Brief ::
Reproduce the records below exactly, but only between the lines holding "M58,867l102,64 114,-37 57,117" and "-58,23 -26,-5 -21,6", inclusive.

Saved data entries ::
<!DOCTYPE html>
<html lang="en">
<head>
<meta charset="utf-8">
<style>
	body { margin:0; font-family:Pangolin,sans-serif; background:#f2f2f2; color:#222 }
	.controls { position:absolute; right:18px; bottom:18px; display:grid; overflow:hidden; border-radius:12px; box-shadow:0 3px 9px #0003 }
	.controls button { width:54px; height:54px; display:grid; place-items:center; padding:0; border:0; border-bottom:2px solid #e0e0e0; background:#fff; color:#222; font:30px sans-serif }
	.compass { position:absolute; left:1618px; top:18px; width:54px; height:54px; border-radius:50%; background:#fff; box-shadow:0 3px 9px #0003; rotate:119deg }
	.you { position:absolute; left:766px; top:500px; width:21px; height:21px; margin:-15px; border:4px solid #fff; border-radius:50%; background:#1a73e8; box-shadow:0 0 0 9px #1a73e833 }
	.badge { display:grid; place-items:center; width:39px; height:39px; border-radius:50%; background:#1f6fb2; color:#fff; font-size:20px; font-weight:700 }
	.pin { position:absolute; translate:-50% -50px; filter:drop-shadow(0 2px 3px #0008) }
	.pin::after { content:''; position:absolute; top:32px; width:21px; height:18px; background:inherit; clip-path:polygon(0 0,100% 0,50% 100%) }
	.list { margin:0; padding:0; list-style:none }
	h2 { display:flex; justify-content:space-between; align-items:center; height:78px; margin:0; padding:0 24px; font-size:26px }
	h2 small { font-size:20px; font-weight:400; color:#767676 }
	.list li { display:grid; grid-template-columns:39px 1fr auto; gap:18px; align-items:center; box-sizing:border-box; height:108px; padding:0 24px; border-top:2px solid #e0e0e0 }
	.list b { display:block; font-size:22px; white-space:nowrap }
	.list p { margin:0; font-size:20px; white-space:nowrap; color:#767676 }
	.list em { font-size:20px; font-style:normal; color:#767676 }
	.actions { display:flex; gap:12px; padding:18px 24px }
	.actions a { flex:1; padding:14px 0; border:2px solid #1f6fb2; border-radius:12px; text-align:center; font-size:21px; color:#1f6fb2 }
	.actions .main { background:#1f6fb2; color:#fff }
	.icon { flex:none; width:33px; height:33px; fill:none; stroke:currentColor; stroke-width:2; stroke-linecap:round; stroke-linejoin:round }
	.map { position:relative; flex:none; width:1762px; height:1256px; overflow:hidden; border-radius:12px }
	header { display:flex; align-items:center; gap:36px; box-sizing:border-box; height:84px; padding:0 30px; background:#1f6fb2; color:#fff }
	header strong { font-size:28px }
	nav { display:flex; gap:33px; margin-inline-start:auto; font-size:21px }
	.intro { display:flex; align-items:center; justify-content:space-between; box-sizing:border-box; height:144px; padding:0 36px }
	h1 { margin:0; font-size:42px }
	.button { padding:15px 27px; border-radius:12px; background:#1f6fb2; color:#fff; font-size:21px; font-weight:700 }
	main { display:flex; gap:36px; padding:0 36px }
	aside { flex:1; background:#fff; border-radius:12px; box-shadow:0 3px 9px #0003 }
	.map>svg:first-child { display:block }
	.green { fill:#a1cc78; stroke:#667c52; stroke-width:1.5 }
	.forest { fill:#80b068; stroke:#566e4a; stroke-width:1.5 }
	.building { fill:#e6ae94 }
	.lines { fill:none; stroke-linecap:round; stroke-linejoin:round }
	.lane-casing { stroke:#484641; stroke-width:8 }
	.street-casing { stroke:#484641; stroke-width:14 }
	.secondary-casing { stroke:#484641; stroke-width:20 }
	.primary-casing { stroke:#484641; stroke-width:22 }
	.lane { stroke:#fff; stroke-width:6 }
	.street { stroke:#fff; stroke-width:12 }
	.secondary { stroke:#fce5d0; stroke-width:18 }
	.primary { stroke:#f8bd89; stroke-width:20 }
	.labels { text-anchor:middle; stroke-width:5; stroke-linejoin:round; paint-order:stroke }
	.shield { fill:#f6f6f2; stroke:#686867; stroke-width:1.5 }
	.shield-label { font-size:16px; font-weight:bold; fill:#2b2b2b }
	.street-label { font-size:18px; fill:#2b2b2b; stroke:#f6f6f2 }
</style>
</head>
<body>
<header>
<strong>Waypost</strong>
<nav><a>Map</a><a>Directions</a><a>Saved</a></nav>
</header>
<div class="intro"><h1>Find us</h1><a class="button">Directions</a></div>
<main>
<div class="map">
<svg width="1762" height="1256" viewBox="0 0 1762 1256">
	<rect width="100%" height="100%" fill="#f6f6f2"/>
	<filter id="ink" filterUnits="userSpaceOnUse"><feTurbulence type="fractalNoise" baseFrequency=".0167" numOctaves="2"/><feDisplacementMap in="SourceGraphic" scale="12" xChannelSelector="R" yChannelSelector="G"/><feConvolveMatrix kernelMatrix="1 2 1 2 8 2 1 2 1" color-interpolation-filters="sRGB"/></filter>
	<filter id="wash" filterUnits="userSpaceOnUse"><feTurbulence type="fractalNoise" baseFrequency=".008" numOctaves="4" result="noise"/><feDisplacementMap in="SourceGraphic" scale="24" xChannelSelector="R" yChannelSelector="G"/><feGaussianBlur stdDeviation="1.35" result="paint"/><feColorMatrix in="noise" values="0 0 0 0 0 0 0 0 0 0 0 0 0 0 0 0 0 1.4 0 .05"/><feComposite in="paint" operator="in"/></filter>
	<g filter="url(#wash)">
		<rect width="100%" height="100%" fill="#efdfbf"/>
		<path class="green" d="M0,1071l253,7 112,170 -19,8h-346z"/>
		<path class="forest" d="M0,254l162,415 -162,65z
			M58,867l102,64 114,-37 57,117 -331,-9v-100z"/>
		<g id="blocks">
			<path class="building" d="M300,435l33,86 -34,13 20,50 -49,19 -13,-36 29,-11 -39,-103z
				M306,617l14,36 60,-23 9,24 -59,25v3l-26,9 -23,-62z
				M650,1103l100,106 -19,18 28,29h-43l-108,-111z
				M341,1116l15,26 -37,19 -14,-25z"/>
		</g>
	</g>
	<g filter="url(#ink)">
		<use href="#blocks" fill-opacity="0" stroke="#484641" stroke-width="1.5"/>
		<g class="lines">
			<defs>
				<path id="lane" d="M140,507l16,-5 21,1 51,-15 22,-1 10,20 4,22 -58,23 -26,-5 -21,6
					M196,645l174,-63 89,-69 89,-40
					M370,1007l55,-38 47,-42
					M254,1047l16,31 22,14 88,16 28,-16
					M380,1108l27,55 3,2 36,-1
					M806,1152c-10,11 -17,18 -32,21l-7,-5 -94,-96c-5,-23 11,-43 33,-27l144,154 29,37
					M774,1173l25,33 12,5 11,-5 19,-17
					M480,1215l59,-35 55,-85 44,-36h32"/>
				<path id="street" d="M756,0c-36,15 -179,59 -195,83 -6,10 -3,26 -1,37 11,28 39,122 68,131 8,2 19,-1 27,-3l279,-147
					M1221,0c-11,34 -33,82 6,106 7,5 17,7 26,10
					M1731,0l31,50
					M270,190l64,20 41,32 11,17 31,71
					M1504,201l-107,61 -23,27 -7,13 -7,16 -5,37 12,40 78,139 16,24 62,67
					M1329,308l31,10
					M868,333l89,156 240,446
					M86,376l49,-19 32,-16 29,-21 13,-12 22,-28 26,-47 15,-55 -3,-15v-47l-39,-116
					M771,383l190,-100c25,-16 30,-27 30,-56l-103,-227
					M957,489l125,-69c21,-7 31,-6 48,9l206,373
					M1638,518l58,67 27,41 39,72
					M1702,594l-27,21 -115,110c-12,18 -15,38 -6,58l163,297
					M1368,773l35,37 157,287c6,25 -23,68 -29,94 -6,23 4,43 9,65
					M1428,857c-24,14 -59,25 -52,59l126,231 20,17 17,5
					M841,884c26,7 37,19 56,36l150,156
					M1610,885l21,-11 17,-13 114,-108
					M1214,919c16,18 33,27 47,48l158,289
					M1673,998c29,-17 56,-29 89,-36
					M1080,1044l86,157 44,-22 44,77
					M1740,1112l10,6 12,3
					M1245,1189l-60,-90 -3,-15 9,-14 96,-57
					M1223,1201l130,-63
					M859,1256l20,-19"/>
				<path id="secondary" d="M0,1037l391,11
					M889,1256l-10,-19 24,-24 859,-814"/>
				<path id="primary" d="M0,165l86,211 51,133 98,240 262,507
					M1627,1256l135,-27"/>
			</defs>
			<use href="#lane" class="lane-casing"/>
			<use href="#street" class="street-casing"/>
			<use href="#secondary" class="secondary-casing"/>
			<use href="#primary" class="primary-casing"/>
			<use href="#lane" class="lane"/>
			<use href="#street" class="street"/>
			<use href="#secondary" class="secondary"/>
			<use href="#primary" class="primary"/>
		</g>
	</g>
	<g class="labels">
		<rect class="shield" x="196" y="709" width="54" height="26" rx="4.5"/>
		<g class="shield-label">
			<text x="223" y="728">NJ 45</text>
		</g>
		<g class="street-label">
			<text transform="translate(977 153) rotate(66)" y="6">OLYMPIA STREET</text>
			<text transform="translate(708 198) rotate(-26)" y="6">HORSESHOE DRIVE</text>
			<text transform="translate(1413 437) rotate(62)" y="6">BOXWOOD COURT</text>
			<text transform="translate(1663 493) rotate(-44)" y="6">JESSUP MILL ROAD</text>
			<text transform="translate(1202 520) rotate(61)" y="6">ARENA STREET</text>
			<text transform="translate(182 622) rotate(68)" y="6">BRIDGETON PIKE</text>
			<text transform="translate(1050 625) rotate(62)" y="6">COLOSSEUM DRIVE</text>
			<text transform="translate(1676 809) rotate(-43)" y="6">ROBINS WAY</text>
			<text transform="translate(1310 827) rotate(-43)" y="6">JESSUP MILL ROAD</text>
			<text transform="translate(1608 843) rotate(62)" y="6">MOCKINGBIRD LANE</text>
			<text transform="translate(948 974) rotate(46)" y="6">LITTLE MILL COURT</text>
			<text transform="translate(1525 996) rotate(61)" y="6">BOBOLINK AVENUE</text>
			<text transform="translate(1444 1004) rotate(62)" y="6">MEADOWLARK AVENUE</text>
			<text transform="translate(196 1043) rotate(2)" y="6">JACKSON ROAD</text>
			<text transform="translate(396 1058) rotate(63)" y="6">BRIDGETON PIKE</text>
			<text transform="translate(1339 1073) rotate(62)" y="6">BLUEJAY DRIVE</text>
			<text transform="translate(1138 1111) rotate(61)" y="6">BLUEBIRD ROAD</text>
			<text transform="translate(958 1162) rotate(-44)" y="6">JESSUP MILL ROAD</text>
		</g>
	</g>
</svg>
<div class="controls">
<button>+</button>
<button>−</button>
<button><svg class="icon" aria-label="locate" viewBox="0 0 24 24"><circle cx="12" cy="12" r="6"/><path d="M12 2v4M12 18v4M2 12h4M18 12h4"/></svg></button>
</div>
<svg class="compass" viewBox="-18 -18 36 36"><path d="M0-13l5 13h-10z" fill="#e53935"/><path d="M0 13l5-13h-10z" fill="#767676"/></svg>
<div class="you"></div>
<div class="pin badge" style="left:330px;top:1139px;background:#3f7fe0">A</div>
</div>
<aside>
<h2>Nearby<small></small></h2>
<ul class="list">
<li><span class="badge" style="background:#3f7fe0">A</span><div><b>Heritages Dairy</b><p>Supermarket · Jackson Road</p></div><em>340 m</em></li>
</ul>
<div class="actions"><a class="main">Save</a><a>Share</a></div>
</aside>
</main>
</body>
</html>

Your response ::
			M58,867l102,64 114,-37 57,117 -331,-9v-100z"/>
		<g id="blocks">
			<path class="building" d="M300,435l33,86 -34,13 20,50 -49,19 -13,-36 29,-11 -39,-103z
				M306,617l14,36 60,-23 9,24 -59,25v3l-26,9 -23,-62z
				M650,1103l100,106 -19,18 28,29h-43l-108,-111z
				M341,1116l15,26 -37,19 -14,-25z"/>
		</g>
	</g>
	<g filter="url(#ink)">
		<use href="#blocks" fill-opacity="0" stroke="#484641" stroke-width="1.5"/>
		<g class="lines">
			<defs>
				<path id="lane" d="M140,507l16,-5 21,1 51,-15 22,-1 10,20 4,22 -58,23 -26,-5 -21,6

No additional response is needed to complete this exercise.